A Soldier’s Play took home the trophy for Best Revival of a Play Sunday (September 26) at the 74th Annual Tony Awards.
According to The New York Times, in 1982, Charles Fuller became only the second African American awarded the Pulitzer Prize for Drama, for A Soldier’s Play. It dramatizes the murder of a Black sergeant and the investigation of his death by a Black officer at a segregated Louisiana military base in 1944.
The artistic director and CEO Todd Haimes and the play’s director Kenny Leon accepted the Tony.
In his acceptance speech, Leon, a Clark Atlanta University graduate, delivered one of the night’s most moving moments.
“Breonna Taylor,” he said three consecutive times.
“George Floyd,” Leon continued, followed by a dramatic pause. “We can do better,” he told the audience.
“No diss,” to legendary white playwrights William Shakespeare, Henrik Ibsen or Anton Chekhov, Leon said.

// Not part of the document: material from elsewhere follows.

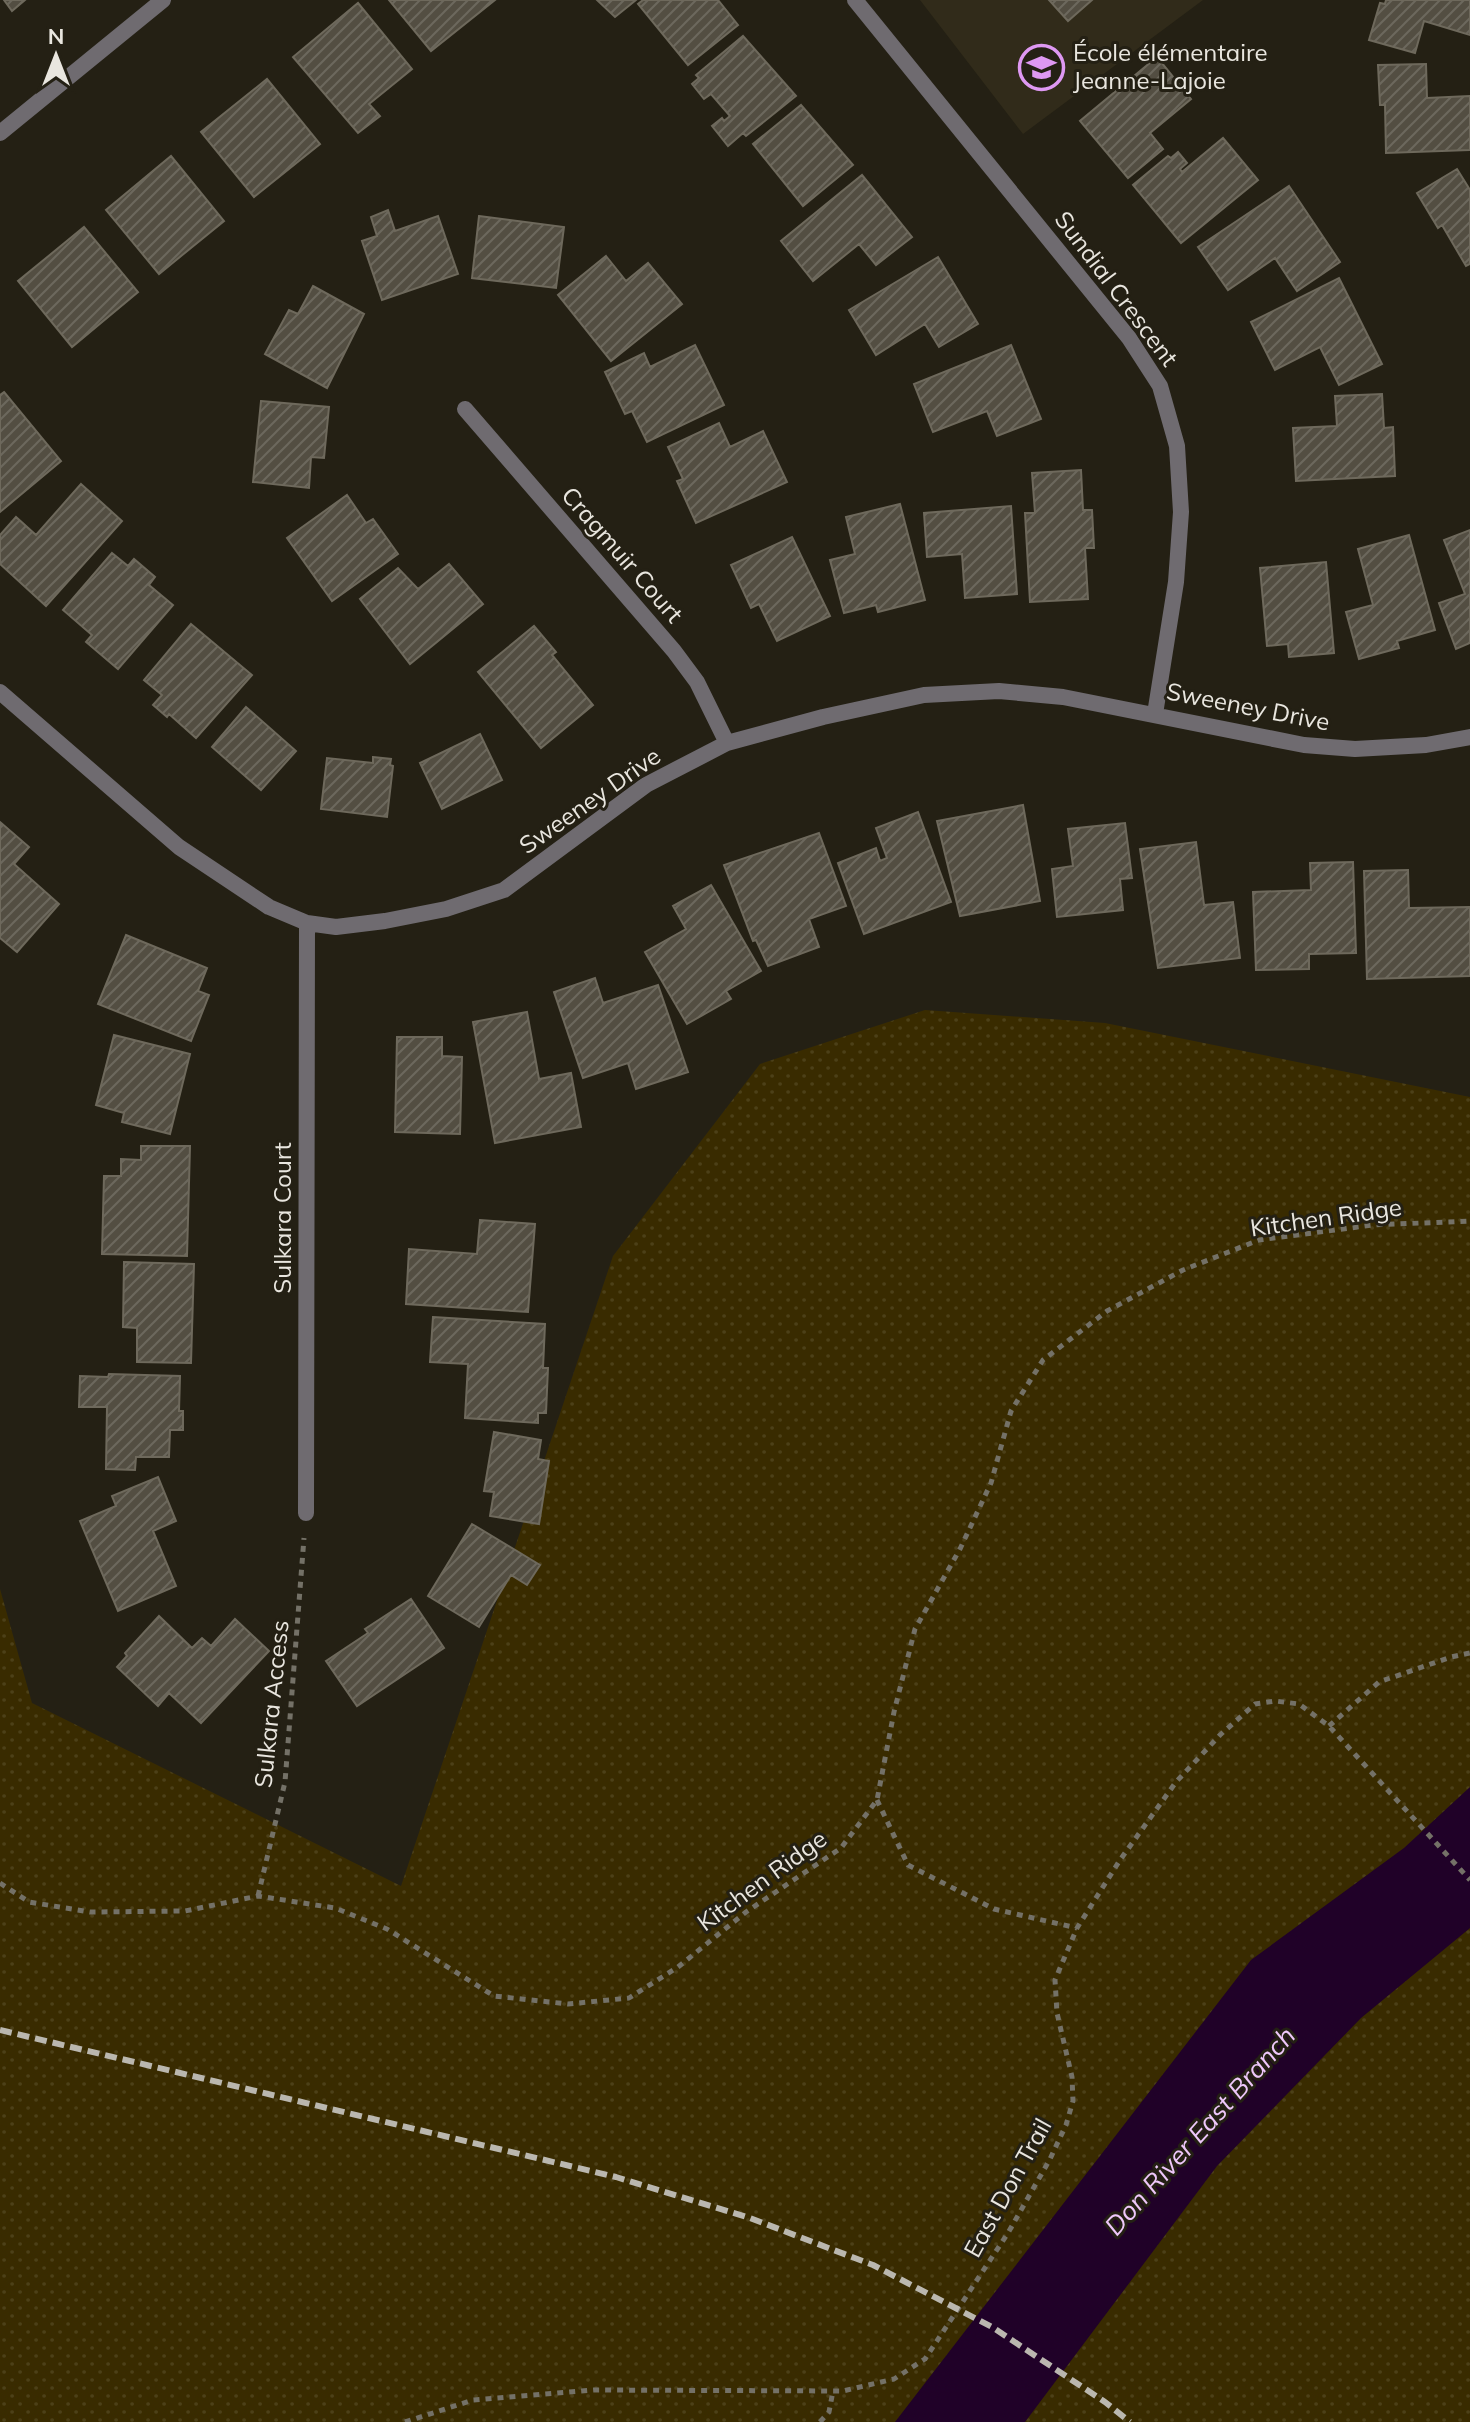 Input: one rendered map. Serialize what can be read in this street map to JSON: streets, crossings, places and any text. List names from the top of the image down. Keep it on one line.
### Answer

“They are all at the table but the table has got to be bigger,” he said, adding that “We need to hear all of the stories,” underscoring the need on Broadway for inclusion.
Earlier, on Broadway’s biggest night, David Alan Grier won his first Tony for Best Performance by a Featured Actor in a Play for his role in A Soldier’s Play, which is slated for adaptation into a limited TV series with Grier starring in the show and serving as its executive producer.